By the way, in processing and conveyance, there exists a possibility that various foreign substances may adhere to a wafer. In particular, foreign matters such as resists, developers, particles, various organic materials, and various ions are easily attached to the back surface of the wafer. US patent application Ser. No. 08 / 521,845 discloses an apparatus and method for preventing contamination of the back surface of a wafer during development. However, this prior art only prevents contamination of the back surface of the wafer during the development process, and cannot remove foreign substances adhering to the back surface of the wafer after the development process. For example, if a resist solution or a developer is attached to the holder of the arm mechanism for some reason, they migrate from the holder to the back of the wafer, and the contaminated wafer is stored in the cassette as it is. In addition, particles floating in the system may adhere to the processed wafer, and the contaminated wafer may be stored in the cassette as it is.

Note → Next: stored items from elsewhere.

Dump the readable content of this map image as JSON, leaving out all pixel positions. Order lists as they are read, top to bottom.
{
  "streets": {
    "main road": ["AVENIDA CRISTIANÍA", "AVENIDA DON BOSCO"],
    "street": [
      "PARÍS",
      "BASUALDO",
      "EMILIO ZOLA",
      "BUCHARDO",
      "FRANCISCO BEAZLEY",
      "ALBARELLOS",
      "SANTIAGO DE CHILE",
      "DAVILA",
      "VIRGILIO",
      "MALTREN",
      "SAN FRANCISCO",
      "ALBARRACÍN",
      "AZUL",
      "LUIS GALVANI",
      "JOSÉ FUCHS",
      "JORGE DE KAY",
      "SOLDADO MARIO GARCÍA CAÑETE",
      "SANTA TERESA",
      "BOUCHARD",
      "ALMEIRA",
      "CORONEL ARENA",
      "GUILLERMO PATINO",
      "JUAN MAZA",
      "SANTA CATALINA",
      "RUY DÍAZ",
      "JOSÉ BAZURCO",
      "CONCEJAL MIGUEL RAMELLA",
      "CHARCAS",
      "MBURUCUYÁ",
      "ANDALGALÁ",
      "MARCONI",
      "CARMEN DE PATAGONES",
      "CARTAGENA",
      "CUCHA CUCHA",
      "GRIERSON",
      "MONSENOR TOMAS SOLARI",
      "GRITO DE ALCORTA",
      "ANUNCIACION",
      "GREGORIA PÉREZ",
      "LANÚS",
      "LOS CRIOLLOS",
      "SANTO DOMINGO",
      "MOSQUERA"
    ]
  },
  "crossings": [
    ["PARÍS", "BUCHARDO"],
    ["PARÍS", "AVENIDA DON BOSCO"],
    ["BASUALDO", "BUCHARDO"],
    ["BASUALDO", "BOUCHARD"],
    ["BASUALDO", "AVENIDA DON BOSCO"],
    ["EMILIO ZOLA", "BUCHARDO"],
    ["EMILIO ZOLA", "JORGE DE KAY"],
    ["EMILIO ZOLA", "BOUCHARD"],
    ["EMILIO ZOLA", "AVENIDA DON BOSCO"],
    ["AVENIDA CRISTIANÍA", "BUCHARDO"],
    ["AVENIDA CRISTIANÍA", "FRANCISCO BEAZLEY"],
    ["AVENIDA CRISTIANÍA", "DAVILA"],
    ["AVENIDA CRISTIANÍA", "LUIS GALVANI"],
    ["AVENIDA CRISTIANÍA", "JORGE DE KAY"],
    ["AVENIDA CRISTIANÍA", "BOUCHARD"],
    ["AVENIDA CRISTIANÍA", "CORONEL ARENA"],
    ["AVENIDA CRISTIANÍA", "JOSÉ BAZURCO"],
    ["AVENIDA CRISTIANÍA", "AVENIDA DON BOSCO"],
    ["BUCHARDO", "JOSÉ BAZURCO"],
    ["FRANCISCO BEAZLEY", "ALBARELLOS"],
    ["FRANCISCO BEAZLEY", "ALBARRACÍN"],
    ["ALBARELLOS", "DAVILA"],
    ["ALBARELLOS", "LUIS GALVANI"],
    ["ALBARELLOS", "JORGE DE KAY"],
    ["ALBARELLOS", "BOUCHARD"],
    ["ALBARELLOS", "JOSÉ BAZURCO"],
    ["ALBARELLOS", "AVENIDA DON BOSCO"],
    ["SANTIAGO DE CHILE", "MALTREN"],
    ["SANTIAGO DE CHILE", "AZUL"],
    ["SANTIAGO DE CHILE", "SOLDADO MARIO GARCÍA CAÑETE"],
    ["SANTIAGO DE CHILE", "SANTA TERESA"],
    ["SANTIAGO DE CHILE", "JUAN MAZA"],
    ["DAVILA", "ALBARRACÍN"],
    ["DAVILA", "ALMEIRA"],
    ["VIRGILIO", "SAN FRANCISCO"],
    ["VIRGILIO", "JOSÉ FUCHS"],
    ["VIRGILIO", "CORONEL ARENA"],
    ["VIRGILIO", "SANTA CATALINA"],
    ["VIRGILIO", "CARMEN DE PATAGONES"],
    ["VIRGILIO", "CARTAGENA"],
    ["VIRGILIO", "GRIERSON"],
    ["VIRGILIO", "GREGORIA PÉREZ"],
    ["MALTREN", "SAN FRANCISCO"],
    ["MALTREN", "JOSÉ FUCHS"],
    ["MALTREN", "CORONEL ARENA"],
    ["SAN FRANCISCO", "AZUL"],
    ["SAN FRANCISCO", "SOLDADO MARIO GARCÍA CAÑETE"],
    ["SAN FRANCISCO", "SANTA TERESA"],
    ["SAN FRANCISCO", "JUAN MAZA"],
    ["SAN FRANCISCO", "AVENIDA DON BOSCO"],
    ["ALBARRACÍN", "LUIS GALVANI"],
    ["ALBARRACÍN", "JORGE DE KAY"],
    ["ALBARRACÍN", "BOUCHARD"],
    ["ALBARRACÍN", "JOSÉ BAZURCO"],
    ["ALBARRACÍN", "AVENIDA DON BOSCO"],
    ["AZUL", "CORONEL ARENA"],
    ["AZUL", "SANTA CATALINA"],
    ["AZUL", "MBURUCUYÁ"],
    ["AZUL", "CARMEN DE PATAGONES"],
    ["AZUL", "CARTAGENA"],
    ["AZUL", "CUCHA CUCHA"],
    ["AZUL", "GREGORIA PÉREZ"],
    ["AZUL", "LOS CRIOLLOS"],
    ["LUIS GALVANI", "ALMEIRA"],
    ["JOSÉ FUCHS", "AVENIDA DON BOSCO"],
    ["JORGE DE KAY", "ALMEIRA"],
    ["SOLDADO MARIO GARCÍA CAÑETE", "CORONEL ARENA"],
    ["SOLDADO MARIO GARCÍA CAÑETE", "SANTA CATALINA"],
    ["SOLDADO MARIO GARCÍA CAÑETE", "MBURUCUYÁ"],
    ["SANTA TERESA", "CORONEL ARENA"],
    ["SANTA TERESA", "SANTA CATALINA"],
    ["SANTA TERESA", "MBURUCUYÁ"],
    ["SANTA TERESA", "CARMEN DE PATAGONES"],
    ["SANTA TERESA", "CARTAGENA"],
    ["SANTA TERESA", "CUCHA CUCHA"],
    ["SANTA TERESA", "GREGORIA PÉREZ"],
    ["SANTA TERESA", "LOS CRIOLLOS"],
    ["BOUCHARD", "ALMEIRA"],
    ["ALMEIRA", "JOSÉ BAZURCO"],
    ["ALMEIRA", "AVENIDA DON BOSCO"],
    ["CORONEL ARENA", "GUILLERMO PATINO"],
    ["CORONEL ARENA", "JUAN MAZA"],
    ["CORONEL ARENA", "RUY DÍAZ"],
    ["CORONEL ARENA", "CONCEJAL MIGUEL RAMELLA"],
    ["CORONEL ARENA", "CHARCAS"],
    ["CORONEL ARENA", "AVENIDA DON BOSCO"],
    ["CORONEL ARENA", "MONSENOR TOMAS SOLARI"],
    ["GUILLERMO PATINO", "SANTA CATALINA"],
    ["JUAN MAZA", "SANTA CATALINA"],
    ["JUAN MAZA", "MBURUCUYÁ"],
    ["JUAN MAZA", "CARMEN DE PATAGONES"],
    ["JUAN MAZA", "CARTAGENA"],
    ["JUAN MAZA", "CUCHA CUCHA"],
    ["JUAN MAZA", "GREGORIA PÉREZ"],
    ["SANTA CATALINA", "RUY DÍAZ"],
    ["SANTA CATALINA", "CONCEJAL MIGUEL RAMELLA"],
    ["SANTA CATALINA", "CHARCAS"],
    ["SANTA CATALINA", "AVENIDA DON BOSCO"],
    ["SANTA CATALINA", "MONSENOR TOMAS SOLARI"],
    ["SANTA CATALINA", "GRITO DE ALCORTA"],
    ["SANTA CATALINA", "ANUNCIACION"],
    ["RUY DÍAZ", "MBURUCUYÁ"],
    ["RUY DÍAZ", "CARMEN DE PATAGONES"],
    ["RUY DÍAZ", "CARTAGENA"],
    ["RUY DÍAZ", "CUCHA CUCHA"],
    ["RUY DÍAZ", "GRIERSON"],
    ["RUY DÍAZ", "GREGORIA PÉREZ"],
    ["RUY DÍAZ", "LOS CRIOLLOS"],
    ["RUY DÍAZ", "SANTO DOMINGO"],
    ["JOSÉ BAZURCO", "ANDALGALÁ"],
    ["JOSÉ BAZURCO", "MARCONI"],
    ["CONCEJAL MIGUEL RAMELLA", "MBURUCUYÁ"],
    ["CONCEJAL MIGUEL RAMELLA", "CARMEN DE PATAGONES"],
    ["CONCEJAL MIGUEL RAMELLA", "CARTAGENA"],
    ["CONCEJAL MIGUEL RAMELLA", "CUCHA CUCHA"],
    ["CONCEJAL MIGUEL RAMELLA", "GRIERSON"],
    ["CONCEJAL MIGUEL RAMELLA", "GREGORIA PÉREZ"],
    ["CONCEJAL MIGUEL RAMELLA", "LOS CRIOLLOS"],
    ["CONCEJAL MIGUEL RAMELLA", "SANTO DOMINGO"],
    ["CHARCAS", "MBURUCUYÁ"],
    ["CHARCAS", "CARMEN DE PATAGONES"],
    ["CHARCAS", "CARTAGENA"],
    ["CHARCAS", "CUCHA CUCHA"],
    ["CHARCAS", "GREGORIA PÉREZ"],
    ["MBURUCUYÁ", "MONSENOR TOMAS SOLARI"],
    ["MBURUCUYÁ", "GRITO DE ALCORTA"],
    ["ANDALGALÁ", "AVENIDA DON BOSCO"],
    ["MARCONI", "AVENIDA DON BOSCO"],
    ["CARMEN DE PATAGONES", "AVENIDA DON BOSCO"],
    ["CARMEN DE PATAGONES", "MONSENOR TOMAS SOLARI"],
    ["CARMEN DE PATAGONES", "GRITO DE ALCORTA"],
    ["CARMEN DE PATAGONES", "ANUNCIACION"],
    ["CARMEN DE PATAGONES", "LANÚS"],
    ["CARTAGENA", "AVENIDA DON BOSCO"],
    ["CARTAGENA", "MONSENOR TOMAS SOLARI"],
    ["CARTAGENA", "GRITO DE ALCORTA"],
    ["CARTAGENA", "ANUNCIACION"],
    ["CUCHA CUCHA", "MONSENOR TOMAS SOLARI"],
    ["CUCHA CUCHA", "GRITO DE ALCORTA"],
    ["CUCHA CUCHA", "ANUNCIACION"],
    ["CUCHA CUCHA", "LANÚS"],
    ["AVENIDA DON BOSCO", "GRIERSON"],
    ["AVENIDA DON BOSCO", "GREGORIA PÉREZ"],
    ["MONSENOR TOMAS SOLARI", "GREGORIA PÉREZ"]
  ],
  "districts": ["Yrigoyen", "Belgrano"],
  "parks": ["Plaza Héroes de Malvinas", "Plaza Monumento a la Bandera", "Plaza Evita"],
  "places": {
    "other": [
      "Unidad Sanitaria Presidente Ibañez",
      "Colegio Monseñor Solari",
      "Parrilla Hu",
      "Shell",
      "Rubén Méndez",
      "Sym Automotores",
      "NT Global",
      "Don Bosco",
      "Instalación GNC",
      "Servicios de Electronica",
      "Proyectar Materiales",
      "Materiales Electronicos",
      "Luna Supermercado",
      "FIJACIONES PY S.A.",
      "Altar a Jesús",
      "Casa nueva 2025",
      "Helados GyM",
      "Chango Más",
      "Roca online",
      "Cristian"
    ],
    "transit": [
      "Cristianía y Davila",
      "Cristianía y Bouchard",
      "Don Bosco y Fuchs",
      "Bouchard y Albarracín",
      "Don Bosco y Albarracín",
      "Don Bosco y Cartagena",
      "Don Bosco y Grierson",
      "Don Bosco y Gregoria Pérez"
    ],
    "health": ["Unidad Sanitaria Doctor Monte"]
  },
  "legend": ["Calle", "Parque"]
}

In the resist processing system, a chemical filter is used to remove organic components from the atmosphere in the system. Chemical filters are expensive and, moreover, they must be replaced frequently. For this reason, in a resist processing system, it is preferable to suppress the usage-amount of a chemical filter as much as possible. However, in the conventional resist processing system, the chemical filter is also provided for the brush cleaning apparatus and the water washing apparatus which are not related to the organic components, so the amount of the chemical filter is increased as a whole of the system.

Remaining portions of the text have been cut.